III The plaintiff's final argument is that the hearing officer abused her discretion in imposing the conditions of probation. The plaintiff relies on General Statutes § 19a-17(a)(5), which authorizes the department, upon a finding of good cause, to take the following action:

(5) Place a practitioner or permittee on probationary status and require the practitioner or permittee to:

(A) Report regularly to such board, commission or department upon the matters which are the basis of probation;

(B) Limit practice to those areas prescribed by such board, commission or department;

(C) Continue or renew professional education until a satisfactory degree of skill has been attained in those areas which are the basis for the probation;

Section 19a-17(a) also authorizes the department to revoke and suspend licenses, to censure or reprimand practitioners, and to assess civil penalties.

In administrative proceedings, "[i]f the penalty meted out is within the limits prescribed by law, the matter lies within the exercise of the [agency's] discretion and cannot be successfully challenged unless the discretion has been abused." (Internal quotation marks omitted.) Pet v.Department of Health Services, 228 Conn. 651, 677, 638 A.2d 6 (1994).
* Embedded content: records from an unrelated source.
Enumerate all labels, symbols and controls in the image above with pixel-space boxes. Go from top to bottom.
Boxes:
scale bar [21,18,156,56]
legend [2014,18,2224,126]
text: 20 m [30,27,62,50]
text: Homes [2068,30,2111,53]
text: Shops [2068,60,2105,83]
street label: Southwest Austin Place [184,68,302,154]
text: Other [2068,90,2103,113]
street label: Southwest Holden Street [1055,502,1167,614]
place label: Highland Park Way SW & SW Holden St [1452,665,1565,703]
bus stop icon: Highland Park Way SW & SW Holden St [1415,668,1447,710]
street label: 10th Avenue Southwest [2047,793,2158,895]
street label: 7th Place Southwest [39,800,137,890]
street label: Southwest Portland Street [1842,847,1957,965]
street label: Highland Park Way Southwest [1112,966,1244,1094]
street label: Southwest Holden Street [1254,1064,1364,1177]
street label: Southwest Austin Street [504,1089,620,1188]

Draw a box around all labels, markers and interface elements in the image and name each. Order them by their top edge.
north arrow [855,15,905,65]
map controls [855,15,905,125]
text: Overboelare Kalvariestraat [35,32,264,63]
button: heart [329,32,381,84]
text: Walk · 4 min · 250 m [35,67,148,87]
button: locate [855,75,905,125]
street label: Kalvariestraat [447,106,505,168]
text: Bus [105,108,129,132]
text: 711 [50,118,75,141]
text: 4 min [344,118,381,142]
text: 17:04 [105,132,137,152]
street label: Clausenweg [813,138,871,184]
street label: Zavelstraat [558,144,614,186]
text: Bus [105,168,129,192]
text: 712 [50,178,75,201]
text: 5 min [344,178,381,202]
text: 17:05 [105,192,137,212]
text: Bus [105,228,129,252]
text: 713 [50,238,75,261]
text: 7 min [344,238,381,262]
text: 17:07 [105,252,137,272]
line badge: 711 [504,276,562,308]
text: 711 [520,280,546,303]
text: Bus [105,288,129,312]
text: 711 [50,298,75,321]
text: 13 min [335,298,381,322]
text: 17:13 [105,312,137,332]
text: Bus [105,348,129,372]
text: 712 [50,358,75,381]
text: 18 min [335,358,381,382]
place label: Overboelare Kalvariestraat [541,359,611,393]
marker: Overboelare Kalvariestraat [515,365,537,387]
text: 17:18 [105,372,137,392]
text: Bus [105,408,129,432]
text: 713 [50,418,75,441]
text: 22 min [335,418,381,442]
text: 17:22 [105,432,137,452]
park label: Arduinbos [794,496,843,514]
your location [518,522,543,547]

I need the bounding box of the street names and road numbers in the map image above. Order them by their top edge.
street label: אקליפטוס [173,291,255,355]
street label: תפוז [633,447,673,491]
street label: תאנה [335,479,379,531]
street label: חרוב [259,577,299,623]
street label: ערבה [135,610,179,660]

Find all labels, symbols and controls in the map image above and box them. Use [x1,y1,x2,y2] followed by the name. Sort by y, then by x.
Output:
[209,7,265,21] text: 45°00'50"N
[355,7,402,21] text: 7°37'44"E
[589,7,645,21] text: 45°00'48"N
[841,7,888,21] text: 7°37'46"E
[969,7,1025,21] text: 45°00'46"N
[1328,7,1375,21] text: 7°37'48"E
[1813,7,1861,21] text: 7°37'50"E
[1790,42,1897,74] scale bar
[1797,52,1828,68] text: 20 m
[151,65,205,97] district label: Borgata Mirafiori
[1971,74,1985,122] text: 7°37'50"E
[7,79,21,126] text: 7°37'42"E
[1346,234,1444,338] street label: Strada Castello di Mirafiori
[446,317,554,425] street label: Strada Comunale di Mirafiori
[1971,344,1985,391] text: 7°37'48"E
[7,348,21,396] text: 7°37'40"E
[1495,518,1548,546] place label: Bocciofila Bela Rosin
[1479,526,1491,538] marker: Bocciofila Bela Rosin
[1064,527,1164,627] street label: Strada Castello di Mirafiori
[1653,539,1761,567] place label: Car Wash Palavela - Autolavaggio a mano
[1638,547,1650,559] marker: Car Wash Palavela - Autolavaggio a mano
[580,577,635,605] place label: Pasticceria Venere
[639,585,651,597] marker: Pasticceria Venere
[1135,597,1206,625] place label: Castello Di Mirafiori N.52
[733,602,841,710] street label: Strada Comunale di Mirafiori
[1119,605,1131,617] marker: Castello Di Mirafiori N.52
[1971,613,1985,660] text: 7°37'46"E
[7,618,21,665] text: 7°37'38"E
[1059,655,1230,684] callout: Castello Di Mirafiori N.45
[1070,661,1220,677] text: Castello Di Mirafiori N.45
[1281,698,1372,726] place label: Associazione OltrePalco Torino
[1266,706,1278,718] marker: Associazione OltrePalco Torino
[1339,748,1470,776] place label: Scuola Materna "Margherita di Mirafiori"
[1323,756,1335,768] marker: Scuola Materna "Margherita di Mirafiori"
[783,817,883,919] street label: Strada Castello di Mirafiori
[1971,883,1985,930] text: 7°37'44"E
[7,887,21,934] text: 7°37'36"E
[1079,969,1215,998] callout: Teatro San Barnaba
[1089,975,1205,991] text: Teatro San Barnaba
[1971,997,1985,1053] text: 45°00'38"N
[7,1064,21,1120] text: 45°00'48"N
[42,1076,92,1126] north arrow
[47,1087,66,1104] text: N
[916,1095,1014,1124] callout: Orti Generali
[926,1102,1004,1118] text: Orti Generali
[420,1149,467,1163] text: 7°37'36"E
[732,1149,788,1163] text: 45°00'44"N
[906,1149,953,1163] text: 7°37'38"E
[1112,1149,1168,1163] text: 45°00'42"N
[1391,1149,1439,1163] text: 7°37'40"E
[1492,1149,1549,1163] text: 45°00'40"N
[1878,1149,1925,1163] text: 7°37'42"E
In this case, the probation conditions that require the plaintiff to afford the department notice of a project at least thirty days before commencement and to obtain a licensed asbestos project monitor to report to the department on the plaintiff's compliance both fit within the ambit of § 19a-17(a)(5)(A), as they involve, directly or indirectly, an obligation to report to the department on asbestos removal.5 Given the plaintiff's past history of noncompliance with asbestos regulations and the breadth of noncompliance in the present case, these probationary conditions were well within the department's discretion.

The additional requirement that the plaintiff provide a copy of the hearing officer's decision to the health director in the town in which a new project is located does not fall squarely within any of the three conditions of probation specified in § 19a-17(a)(5). The department claims that the statutes defining the department's overall powers CT Page 16879 authorize this condition, but the department does not cite any specific statutes. The court is troubled by this vague claim of authority, particularly because it tends to render superfluous the specific provisions of § 19a-17(a)(5). However, because the requirement that the plaintiff notify local health directors of the commencement of a project is an otherwise reasonable one in light of the facts of this case, and because the requirement does not appear unduly burdensome, the court declines to find that this condition of probation represents an abuse of discretion by the department.

CONCLUSION

The plaintiff having failed to sustain the grounds for its appeal, the appeal is dismissed.